The term "at least partly arranged within an illumination-field of the first antenna" may be construed as that the second antenna is at least partly arranged within a main-lobe of the first antennas radiation pattern. Alternatively, the term "at least partly arranged within an illumination-field of the first antenna" may be construed as that the second antenna is at least partly arranged in a volume defined by the first antenna's (far-field) radiation pattern.

The lowest frequency of the first frequency band may be at least two times greater than the highest frequency of the second frequency band. The first antenna may be configured to operate at a frequency band in the range of 7-11 GHz and the second antenna may be configured to operate at a frequency band in the range of 1-2 GHz. The phrase "wherein the first frequency band is higher than the second frequency band" may be construed as that the first frequency band covers a range of frequencies, each of which, is higher than any frequency in the second frequency band. Thus, in some embodiments, the first frequency band and the second frequency band are non-overlapping.

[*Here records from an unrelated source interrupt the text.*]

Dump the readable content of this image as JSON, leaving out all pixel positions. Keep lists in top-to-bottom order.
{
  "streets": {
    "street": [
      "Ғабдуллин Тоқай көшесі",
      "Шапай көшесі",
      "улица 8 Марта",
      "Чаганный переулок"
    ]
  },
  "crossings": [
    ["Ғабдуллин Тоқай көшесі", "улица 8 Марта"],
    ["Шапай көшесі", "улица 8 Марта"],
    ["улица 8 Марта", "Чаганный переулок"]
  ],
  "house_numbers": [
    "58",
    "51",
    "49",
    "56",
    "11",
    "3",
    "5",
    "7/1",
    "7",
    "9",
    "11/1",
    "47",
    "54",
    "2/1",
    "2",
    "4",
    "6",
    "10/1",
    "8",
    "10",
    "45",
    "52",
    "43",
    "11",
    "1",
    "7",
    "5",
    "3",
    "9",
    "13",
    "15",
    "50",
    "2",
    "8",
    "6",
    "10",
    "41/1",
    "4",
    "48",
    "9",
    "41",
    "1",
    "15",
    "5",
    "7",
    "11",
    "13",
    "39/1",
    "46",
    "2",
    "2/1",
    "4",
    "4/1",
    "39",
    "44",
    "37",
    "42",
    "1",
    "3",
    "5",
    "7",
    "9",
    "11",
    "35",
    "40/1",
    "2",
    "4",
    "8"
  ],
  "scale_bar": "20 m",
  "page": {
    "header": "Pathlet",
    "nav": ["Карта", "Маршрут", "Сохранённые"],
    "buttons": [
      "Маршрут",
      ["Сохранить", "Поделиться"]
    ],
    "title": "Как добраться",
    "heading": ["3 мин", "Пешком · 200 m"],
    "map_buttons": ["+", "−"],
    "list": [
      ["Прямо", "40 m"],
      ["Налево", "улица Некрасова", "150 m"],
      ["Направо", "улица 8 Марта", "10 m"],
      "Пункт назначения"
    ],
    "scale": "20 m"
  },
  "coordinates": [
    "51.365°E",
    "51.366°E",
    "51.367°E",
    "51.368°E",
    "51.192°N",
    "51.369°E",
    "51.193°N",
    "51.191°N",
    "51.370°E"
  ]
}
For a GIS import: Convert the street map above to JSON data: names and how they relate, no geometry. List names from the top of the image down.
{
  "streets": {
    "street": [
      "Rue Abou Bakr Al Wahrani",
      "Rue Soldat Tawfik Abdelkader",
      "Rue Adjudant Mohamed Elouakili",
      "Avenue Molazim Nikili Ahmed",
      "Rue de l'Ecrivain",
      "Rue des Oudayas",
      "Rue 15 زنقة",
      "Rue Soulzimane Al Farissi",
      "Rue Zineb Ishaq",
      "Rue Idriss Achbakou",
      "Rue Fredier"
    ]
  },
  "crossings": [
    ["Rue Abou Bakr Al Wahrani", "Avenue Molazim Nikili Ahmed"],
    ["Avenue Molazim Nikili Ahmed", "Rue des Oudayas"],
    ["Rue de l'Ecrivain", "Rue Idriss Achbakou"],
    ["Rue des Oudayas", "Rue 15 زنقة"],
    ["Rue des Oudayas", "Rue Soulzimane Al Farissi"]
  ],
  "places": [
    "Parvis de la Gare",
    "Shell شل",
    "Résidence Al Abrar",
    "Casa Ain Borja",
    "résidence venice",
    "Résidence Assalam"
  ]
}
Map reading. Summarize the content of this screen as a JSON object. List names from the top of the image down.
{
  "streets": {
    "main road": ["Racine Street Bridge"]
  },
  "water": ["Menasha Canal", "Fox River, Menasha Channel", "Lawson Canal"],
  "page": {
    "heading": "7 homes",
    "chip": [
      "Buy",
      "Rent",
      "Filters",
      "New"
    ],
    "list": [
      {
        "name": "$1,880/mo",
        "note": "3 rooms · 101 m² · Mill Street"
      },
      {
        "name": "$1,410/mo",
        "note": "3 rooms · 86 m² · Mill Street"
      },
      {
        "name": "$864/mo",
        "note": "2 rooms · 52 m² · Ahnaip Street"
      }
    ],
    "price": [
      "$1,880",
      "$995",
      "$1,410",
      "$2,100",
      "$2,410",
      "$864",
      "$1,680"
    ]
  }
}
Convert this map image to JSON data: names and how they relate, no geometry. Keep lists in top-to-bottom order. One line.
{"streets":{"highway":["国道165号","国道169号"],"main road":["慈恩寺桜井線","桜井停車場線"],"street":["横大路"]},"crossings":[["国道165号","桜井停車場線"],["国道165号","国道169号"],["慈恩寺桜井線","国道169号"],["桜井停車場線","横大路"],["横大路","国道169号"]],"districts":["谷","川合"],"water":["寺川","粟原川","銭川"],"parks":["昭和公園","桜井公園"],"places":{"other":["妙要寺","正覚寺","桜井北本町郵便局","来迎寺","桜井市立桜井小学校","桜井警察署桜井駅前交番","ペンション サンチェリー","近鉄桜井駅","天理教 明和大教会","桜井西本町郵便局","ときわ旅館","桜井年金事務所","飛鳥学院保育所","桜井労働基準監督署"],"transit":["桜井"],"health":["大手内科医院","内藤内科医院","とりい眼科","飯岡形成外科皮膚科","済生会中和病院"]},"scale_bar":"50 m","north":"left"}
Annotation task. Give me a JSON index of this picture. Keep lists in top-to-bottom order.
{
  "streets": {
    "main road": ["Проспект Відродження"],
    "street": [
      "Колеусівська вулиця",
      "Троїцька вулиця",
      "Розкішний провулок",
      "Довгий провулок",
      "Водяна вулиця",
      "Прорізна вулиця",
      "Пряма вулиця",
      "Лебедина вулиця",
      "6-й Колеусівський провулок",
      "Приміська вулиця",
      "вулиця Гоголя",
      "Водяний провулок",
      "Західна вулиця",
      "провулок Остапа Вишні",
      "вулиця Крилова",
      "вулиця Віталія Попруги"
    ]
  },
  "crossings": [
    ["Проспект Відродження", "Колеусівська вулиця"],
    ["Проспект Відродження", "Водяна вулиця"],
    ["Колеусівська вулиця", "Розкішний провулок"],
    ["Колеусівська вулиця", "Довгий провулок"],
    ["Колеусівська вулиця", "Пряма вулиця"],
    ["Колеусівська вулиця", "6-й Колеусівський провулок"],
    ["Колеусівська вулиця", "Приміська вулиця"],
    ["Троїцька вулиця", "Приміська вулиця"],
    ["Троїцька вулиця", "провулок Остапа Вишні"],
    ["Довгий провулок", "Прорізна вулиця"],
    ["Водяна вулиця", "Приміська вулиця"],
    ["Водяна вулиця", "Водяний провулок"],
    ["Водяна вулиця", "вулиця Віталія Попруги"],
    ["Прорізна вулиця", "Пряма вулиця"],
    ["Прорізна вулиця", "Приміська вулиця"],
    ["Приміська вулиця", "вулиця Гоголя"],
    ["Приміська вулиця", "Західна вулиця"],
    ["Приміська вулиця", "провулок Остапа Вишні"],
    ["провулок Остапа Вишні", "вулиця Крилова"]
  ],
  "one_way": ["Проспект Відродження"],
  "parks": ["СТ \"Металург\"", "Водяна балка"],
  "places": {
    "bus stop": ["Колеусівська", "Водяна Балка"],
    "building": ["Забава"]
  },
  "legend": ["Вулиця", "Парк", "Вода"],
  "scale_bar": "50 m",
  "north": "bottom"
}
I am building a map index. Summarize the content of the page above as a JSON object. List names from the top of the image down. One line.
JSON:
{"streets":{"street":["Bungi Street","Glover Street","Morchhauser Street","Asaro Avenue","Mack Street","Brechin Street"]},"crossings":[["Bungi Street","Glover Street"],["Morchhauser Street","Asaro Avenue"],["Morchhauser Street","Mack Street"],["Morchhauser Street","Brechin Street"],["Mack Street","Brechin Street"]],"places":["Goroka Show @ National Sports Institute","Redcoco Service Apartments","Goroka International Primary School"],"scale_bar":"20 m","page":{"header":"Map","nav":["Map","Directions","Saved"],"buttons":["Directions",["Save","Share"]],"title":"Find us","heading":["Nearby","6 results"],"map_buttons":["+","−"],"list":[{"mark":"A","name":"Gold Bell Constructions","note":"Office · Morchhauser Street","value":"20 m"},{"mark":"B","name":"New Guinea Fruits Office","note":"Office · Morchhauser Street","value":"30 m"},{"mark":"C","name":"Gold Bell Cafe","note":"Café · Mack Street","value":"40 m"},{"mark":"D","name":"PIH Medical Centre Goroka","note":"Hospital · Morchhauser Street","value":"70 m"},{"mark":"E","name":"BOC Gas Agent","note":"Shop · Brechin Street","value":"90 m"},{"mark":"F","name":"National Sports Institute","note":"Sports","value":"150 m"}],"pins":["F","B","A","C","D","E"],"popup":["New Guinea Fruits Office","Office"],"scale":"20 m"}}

Each reactive load section may be an inductive load section. The inductive loading between electrically conductive sections provides the benefit of minimizing scattering currents.

The inductive load section may comprise at least one of a meandering line, a planar spiral coil inductor, and a lumped inductive circuit. A benefit of utilizing these types of devices is that they provide required inductances. Further, specifically a meandering line and a planar spiral coil are beneficial since they can be etched on a substrate simultaneously with the segmented structures, so it is a simple manufacturing step if the inductance needs to be varied.

The meandering line, the planar spiral coil inductor and lumped inductive circuit may be coupled to end-portions of adjacent electrically conductive sections. In other words, the inductance device connects each of the segmented structures.

The meandering line may comprise at least a first and a second turn-portion. According to some embodiments, the meandering line further comprises a third, and a fourth turn-portion. However, the meandering line may also comprise a fifth and a sixth turn-portion.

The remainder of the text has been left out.